ABOUT THIS EXERCISE: Please copy, exactly as they appear below, the lines from the one containing "M 594,1106 L 599,1133 L 570,1139 L 564,1113 Z" through the one containing "M 1344,1228 L".

(SOURCE MATERIAL)

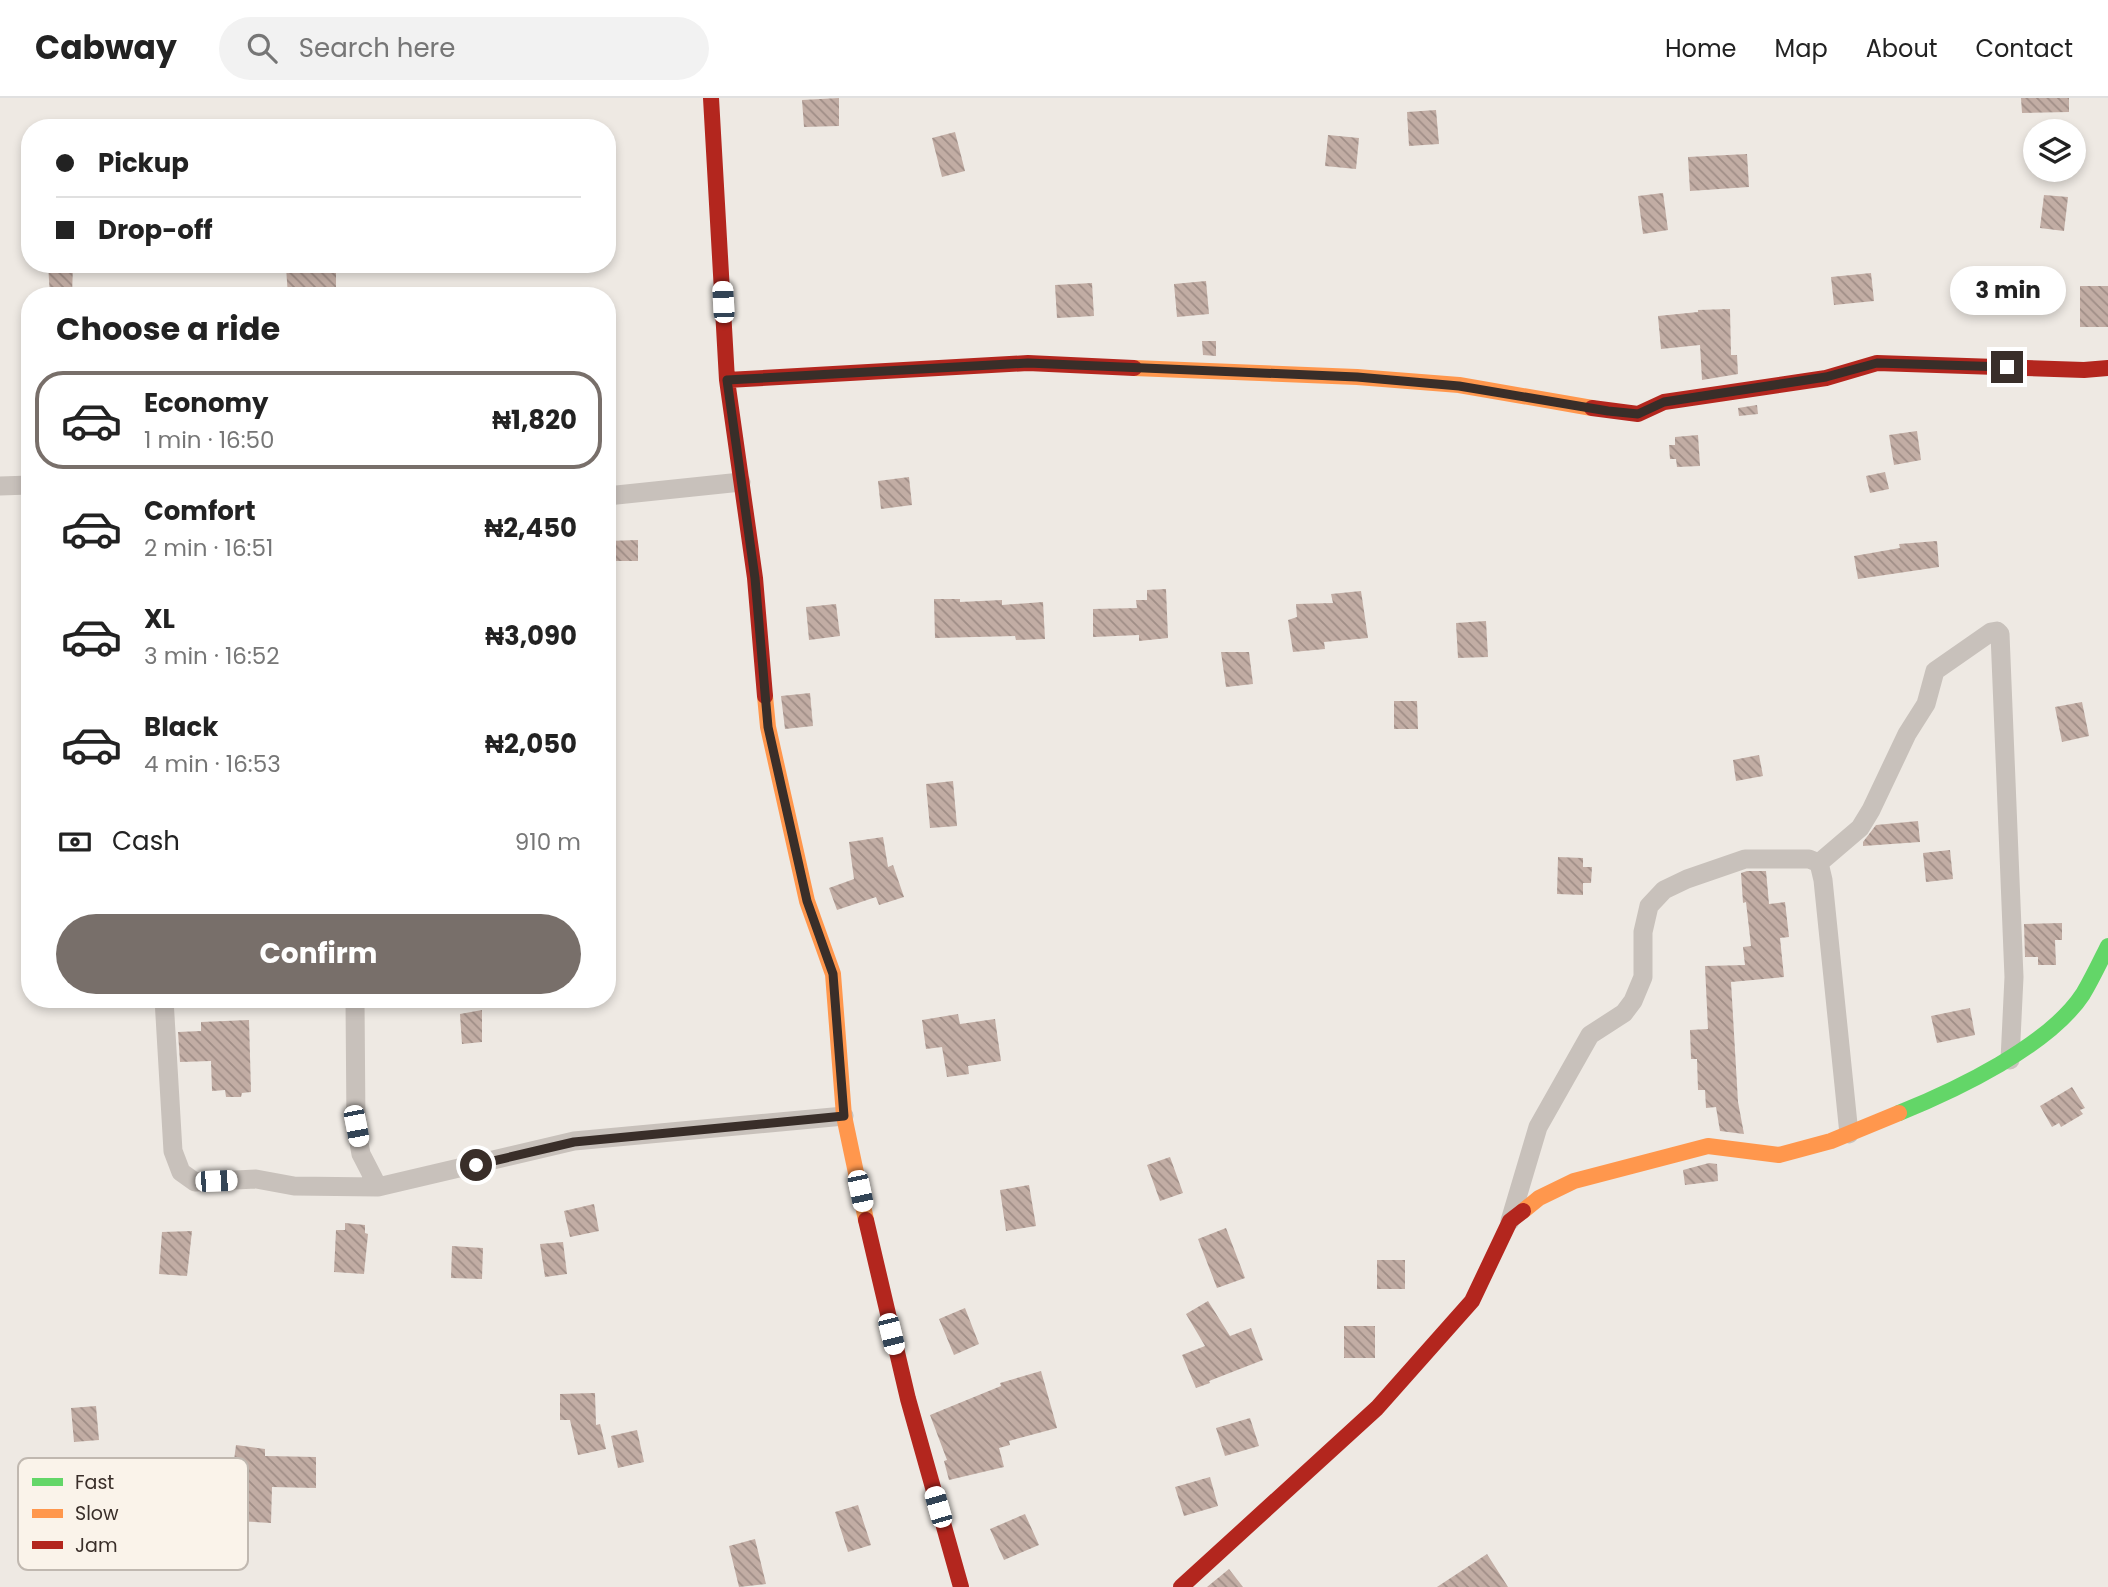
<!DOCTYPE html>
<meta charset="utf-8">
<style>
body{margin:0;font-family:Poppins,sans-serif;background:#f2f2f2;color:#222;height:100vh;display:flex;flex-direction:column;font-size:26px;white-space:nowrap}
*{box-sizing:border-box;margin:0}
p{font-size:23px;color:#767676}
.icon{flex:none;width:38px;height:38px;fill:none;stroke:currentColor;stroke-width:2;stroke-linecap:round;stroke-linejoin:round}
.map{position:relative;flex:1;overflow:hidden}
.sheet{position:absolute;left:21px;top:189px;width:595px;height:721px;display:flex;flex-direction:column;background:#fff;border-radius:28px;box-shadow:0 4px 10px #0003}
.sheet>*{flex:none}
.hud{position:absolute;left:21px;top:21px;width:595px;height:154px;border-radius:28px;box-shadow:0 4px 10px #0003;display:grid;align-content:center;height:154px;padding:0 35px;background:#fff}
.buttons{position:absolute;left:2023px;top:21px;display:grid;gap:14px}
.buttons a{display:grid;place-items:center;width:63px;height:63px;border-radius:50%;background:#fff;box-shadow:0 4px 10px #0003;font-size:35px}
.end{position:absolute;width:32px;height:32px;margin:-16px;border:9px solid #392e29;background:#fff;box-shadow:0 0 0 4px #fff}
.from{border-radius:50%}
.bubble{position:absolute;height:49px;border-radius:24px;background:#fff;box-shadow:0 4px 10px #0003;font-size:23px;font-weight:700;line-height:49px;text-align:center}
.car{position:absolute;width:21px;height:42px;margin:-21px -10px;border-radius:9px;box-shadow:0 0 5px 2px #0007;background:linear-gradient(#fff 24%,#345 0 40%,#fff 0 76%,#345 0 86%,#fff 0)}
.hud b{display:flex;align-items:center;gap:24px;height:66px;font-size:26px}
.hud b+b{border-top:2px solid #e0e0e0}
.hud i{width:18px;height:18px;background:#222}
ul{padding:0;list-style:none}
li{display:flex;align-items:center;gap:21px;height:98px;margin:0 14px 10px;padding:0 21px;border:4px solid transparent;border-radius:28px}
li div{flex:1}
li b{display:block;font-size:26px}
li em{font-style:normal;font-weight:700}
li.active{border-color:#786f6a}
li>.icon{width:63px;height:63px;stroke-width:1.5}
h2{padding:0 35px;font-size:32px;line-height:84px}
.pay{display:flex;align-items:center;gap:18px;height:77px;padding:0 35px;font-size:26px}
.pay p{margin-inline-start:auto}
.primary-button{display:flex;gap:14px;margin-top:auto;padding:14px 35px}
.primary-button a{flex:1;height:80px;border-radius:42px;background:#786f6a;color:#fff;font-size:28px;font-weight:700;line-height:80px;text-align:center}
header{display:flex;align-items:center;gap:42px;box-sizing:border-box;height:98px;padding:0 35px;background:#fff;border-bottom:2px solid #e0e0e0}
header strong{font-size:33px}
nav{display:flex;gap:38px;margin-inline-start:auto;font-size:24px}
.search{width:490px;height:63px;background:#f2f2f2;display:flex;align-items:center;gap:18px;box-sizing:border-box;padding:0 24px;border-radius:38px;color:#767676;font-size:26px}
.map>svg:first-child{display:block}
.building{fill:url(#building-back-hatch)}
.lines{fill:none;stroke-linecap:round;stroke-linejoin:round}
.street{stroke:#c8c1bb;stroke-width:19}
.fast{stroke:#63d668;stroke-width:16}
.slow{stroke:#ff974d;stroke-width:16}
.jam{stroke:#b3261e;stroke-width:16}
.route{stroke:#392e29;stroke-width:9}
.key{fill:#faf3ea;stroke:#c0b8b0;stroke-width:2}
.key-label{font-size:19px;fill:#392e29}
</style>
<header>
<strong>Cabway</strong>
<div class="search"><svg class="icon" aria-label="search" viewBox="0 0 24 24"><circle cx="10" cy="10" r="6"/><path d="M15 15l6 6"/></svg>Search here</div>
<nav><a>Home</a><a>Map</a><a>About</a><a>Contact</a></nav>
</header>
<div class="map">
<svg width="2108" height="1489" viewBox="0 0 2108 1489">
<defs>
<pattern id="building-back-hatch" width="6" height="6" patternUnits="userSpaceOnUse" patternTransform="scale(1.75)"><rect width="6" height="6" fill="#c2ada4"/><path d="M-1 5l2 2M0 0l6 6M5-1l2 2" fill="none" stroke="#9f8d86"/></pattern>
</defs>
<rect width="100%" height="100%" fill="#eee9e3"/>
<path class="building" d="M 839,0 L 839,28 L 804,29 L 802,2 Z
M 2021,0 L 2069,0 L 2069,14 L 2022,15 Z
M 1436,12 L 1439,46 L 1409,48 L 1407,14 Z
M 955,34 L 965,73 L 942,79 L 932,40 Z
M 1328,37 L 1359,40 L 1356,71 L 1325,68 Z
M 1747,56 L 1749,89 L 1690,93 L 1688,59 Z
M 1663,95 L 1668,132 L 1643,136 L 1638,98 Z
M 2044,97 L 2068,99 L 2064,133 L 2040,130 Z
M 48,166 L 73,166 L 72,198 L 50,198 Z
M 329,166 L 336,166 L 336,194 L 288,198 L 286,169 Z
M 1871,175 L 1874,203 L 1834,207 L 1831,179 Z
M 1206,183 L 1209,216 L 1177,219 L 1174,186 Z
M 1092,185 L 1094,218 L 1057,220 L 1055,187 Z
M 2080,188 L 2108,188 L 2108,229 L 2080,229 Z
M 1730,211 L 1731,257 L 1737,257 L 1738,276 L 1702,282 L 1700,247 L 1661,251 L 1658,218 L 1698,214 L 1698,212 Z
M 1202,243 L 1216,243 L 1216,258 L 1203,257 Z
M 1757,307 L 1758,316 L 1739,318 L 1738,310 Z
M 1917,333 L 1921,362 L 1894,367 L 1889,337 Z
M 1698,337 L 1700,368 L 1677,369 L 1676,361 L 1670,361 L 1669,347 L 1675,347 L 1675,339 Z
M 1885,374 L 1889,391 L 1870,395 L 1866,378 Z
M 909,379 L 912,407 L 881,411 L 878,383 Z
M 638,442 L 638,463 L 607,463 L 607,443 Z
M 1937,443 L 1939,469 L 1858,481 L 1854,458 L 1900,450 L 1899,446 Z
M 1166,491 L 1168,540 L 1139,543 L 1139,537 L 1093,539 L 1093,511 L 1137,510 L 1136,502 L 1147,502 L 1147,492 Z
M 1361,493 L 1368,540 L 1324,544 L 1325,551 L 1293,554 L 1288,522 L 1297,519 L 1296,506 L 1333,505 L 1331,496 Z
M 934,501 L 960,501 L 960,504 L 1002,502 L 1002,507 L 1043,504 L 1045,541 L 1016,542 L 1015,538 L 935,540 Z
M 836,506 L 840,538 L 809,542 L 806,509 Z
M 1486,523 L 1488,559 L 1458,560 L 1456,525 Z
M 1221,554 L 1249,554 L 1253,586 L 1226,589 Z
M 810,595 L 813,628 L 785,631 L 781,598 Z
M 1394,603 L 1417,603 L 1418,631 L 1394,631 Z
M 2082,604 L 2089,638 L 2062,644 L 2055,609 Z
M 1759,657 L 1763,678 L 1736,683 L 1733,662 Z
M 953,683 L 957,728 L 930,730 L 926,686 Z
M 1918,723 L 1920,744 L 1863,748 L 1863,744 L 1876,727 Z
M 883,739 L 888,769 L 893,767 L 904,799 L 879,807 L 876,799 L 837,812 L 829,790 L 854,781 L 849,744 Z
M 1950,752 L 1953,781 L 1926,784 L 1923,755 Z
M 1558,759 L 1583,760 L 1583,769 L 1592,769 L 1591,785 L 1583,785 L 1583,797 L 1557,796 Z
M 1747,773 L 1766,773 L 1769,806 L 1785,804 L 1789,839 L 1780,840 L 1784,879 L 1731,884 L 1738,1004 L 1744,1036 L 1720,1033 L 1716,1009 L 1706,1010 L 1705,992 L 1698,992 L 1697,961 L 1691,961 L 1690,932 L 1708,931 L 1705,868 L 1745,867 L 1743,849 L 1751,848 L 1746,804 L 1743,805 L 1741,775 Z
M 2062,825 L 2062,842 L 2055,842 L 2056,867 L 2038,867 L 2038,859 L 2025,859 L 2024,826 Z
M 1970,910 L 1975,937 L 1937,945 L 1931,918 Z
M 482,912 L 482,944 L 462,946 L 460,916 Z
M 958,916 L 960,926 L 995,921 L 1001,963 L 968,968 L 969,976 L 947,979 L 942,949 L 926,951 L 922,922 Z
M 249,922 L 251,994 L 242,995 L 241,999 L 226,999 L 225,992 L 212,993 L 211,963 L 180,964 L 178,934 L 201,933 L 201,924 Z
M 2072,989 L 2085,1010 L 2080,1012 L 2083,1016 L 2061,1029 L 2059,1025 L 2052,1029 L 2040,1008 Z
M 1170,1059 L 1183,1095 L 1160,1103 L 1147,1067 Z
M 1709,1065 L 1717,1066 L 1718,1083 L 1685,1087 L 1683,1072 Z
M 1029,1087 L 1036,1128 L 1006,1133 L 1000,1092 Z
M 594,1106 L 599,1133 L 570,1139 L 564,1113 Z
M 345,1125 L 365,1127 L 365,1135 L 368,1136 L 364,1176 L 334,1174 L 336,1132 L 345,1132 Z
M 1226,1130 L 1245,1180 L 1217,1190 L 1198,1141 Z
M 192,1133 L 187,1178 L 159,1176 L 162,1134 Z
M 563,1144 L 567,1176 L 545,1179 L 540,1146 Z
M 452,1148 L 483,1150 L 482,1181 L 451,1180 Z
M 1377,1162 L 1405,1162 L 1405,1191 L 1377,1191 Z
M 1208,1203 L 1230,1238 L 1251,1230 L 1263,1262 L 1209,1283 L 1210,1285 L 1196,1290 L 1182,1257 L 1205,1248 L 1186,1216 Z
M 965,1210 L 979,1246 L 954,1257 L 939,1221 Z
M 1344,1228 L 1375,1228 L 1375,1260 L 1344,1260 Z
M 1041,1273 L 1057,1330 L 1009,1343 L 1010,1347 L 999,1350 L 1004,1369 L 949,1382 L 944,1363 L 947,1362 L 930,1317 L 1001,1288 L 1000,1285 Z
M 595,1295 L 596,1327 L 600,1326 L 606,1351 L 578,1357 L 570,1322 L 560,1322 L 560,1296 Z
M 96,1308 L 99,1342 L 74,1344 L 71,1310 Z
M 1250,1320 L 1259,1348 L 1225,1358 L 1216,1330 Z
M 637,1332 L 644,1364 L 618,1370 L 611,1338 Z
M 236,1347 L 265,1351 L 265,1358 L 316,1359 L 316,1390 L 272,1389 L 271,1425 L 237,1423 L 239,1379 L 232,1378 Z
M 1210,1379 L 1218,1408 L 1184,1418 L 1175,1389 Z
M 858,1407 L 871,1447 L 848,1454 L 835,1414 Z
M 1025,1416 L 1039,1447 L 1004,1462 L 990,1431 Z
M 755,1441 L 766,1486 L 739,1489 L 729,1448 Z
M 1487,1456 L 1508,1489 L 1437,1489 Z
M 1229,1471 L 1243,1489 L 1207,1489 Z"/>
<g class="lines">
<path class="street" d="M 0,388 L 30,387
M 607,398 L 741,384
M 1819,765 L 1860,730 L 1871,712 L 1907,636 L 1926,606 L 1935,573 L 1991,534 L 1997,533 L 2000,536 L 2014,879 L 2010,962
M 1819,765 L 1823,782 L 1849,1036
M 164,901 L 173,1053 L 181,1074 L 195,1084 L 256,1081 L 294,1088 L 378,1089 L 574,1043 L 844,1018
M 355,901 L 356,1028 L 361,1056 L 378,1089
M 1510,1123 L 1538,1029 L 1590,937 L 1624,915 L 1633,903 L 1643,879 L 1643,834 L 1649,808 L 1664,792 L 1687,781 L 1745,761 L 1809,761 L 1819,765"/>
<path class="fast" d="M 1899,1015 C 1956,992 2049,948 2083,896 C 2092,881 2100,864 2108,848"/>
<path class="slow" d="M 1134,270 L 1357,279 L 1459,287 L 1592,310
M 765,598 L 768,629 L 807,803 L 833,876 L 844,1018 L 866,1122
M 1523,1113 L 1539,1100 L 1574,1083 L 1708,1048 L 1779,1057 L 1831,1043 L 1899,1015"/>
<path class="jam" d="M 711,0 L 727,282 L 755,480 L 765,598
M 727,282 L 1028,265 L 1134,270
M 1592,310 L 1638,316 L 1664,304 L 1826,280 L 1877,265 L 2084,272 L 2108,270
M 866,1122 L 908,1301 L 961,1489
M 1181,1489 L 1377,1310 L 1472,1203 L 1510,1123 L 1523,1113"/>
</g>
<g class="lines">
<path class="route" d="M 476,1067 L 574,1044 L 844,1018 L 833,876 L 807,803 L 768,629 L 755,480 L 727,282 L 1028,265 L 1357,279 L 1459,288 L 1608,313 L 1638,316 L 1664,304 L 1826,279 L 1877,265 L 2007,269"/>
</g>
<rect x="18" y="1360" width="230" height="112" rx="10" class="key"/>
<rect x="32" y="1380" width="31" height="8" fill="#63d668"/>
<rect x="32" y="1411" width="31" height="9" fill="#ff974d"/>
<rect x="32" y="1443" width="31" height="8" fill="#b3261e"/>
<g class="key-label">
<text x="75" y="1391">Fast</text>
<text x="75" y="1422">Slow</text>
<text x="75" y="1454">Jam</text>
</g>
</svg>
<div class="buttons">
<a><svg class="icon" aria-label="layers" viewBox="0 0 24 24"><path d="M12 4l9 5-9 5-9-5zM3 14l9 5 9-5"/></svg></a>
</div>
<i class="end from" style="left:476px;top:1067px"></i>
<i class="end" style="left:2007px;top:269px"></i>
<div class="bubble" style="left:1950px;top:168px;width:116px">3 min</div>
<i class="car" style="left:723px;top:204px;rotate:357deg"></i>
<i class="car" style="left:356px;top:1028px;rotate:169deg"></i>
<i class="car" style="left:216px;top:1083px;rotate:88deg"></i>
<i class="car" style="left:860px;top:1093px;rotate:168deg"></i>
<i class="car" style="left:891px;top:1236px;rotate:166deg"></i>
<i class="car" style="left:938px;top:1409px;rotate:344deg"></i>
<div class="hud">
<b><i class="from"></i>Pickup</b>
<b><i></i>Drop-off</b>
</div>
<section class="sheet">
<h2>Choose a ride</h2>
<ul>
<li class="active"><svg class="icon" aria-label="car" viewBox="0 0 24 24"><path d="M5 17H2v-5l4-1 3-4h7l3 4 3 1v5h-3M9 17h6M6 11h13"/><circle cx="7" cy="17" r="2"/><circle cx="17" cy="17" r="2"/></svg><div><b>Economy</b><p>1 min · 16:50</p></div><em>₦1,820</em></li>
<li><svg class="icon" aria-label="car" viewBox="0 0 24 24"><path d="M5 17H2v-5l4-1 3-4h7l3 4 3 1v5h-3M9 17h6M6 11h13"/><circle cx="7" cy="17" r="2"/><circle cx="17" cy="17" r="2"/></svg><div><b>Comfort</b><p>2 min · 16:51</p></div><em>₦2,450</em></li>
<li><svg class="icon" aria-label="car" viewBox="0 0 24 24"><path d="M5 17H2v-5l4-1 3-4h7l3 4 3 1v5h-3M9 17h6M6 11h13"/><circle cx="7" cy="17" r="2"/><circle cx="17" cy="17" r="2"/></svg><div><b>XL</b><p>3 min · 16:52</p></div><em>₦3,090</em></li>
<li><svg class="icon" aria-label="car" viewBox="0 0 24 24"><path d="M5 17H2v-5l4-1 3-4h7l3 4 3 1v5h-3M9 17h6M6 11h13"/><circle cx="7" cy="17" r="2"/><circle cx="17" cy="17" r="2"/></svg><div><b>Black</b><p>4 min · 16:53</p></div><em>₦2,050</em></li>
</ul>
<div class="pay"><svg class="icon" aria-label="cash" viewBox="0 0 24 24"><path d="M3 7h18v10H3z"/><circle cx="12" cy="12" r="2"/></svg>Cash<p>910 m</p></div>
<div class="primary-button"><a>Confirm</a></div>
</section>
</div>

(End SOURCE MATERIAL)

EXERCISE SOLUTION:
M 594,1106 L 599,1133 L 570,1139 L 564,1113 Z
M 345,1125 L 365,1127 L 365,1135 L 368,1136 L 364,1176 L 334,1174 L 336,1132 L 345,1132 Z
M 1226,1130 L 1245,1180 L 1217,1190 L 1198,1141 Z
M 192,1133 L 187,1178 L 159,1176 L 162,1134 Z
M 563,1144 L 567,1176 L 545,1179 L 540,1146 Z
M 452,1148 L 483,1150 L 482,1181 L 451,1180 Z
M 1377,1162 L 1405,1162 L 1405,1191 L 1377,1191 Z
M 1208,1203 L 1230,1238 L 1251,1230 L 1263,1262 L 1209,1283 L 1210,1285 L 1196,1290 L 1182,1257 L 1205,1248 L 1186,1216 Z
M 965,1210 L 979,1246 L 954,1257 L 939,1221 Z
M 1344,1228 L 1375,1228 L 1375,1260 L 1344,1260 Z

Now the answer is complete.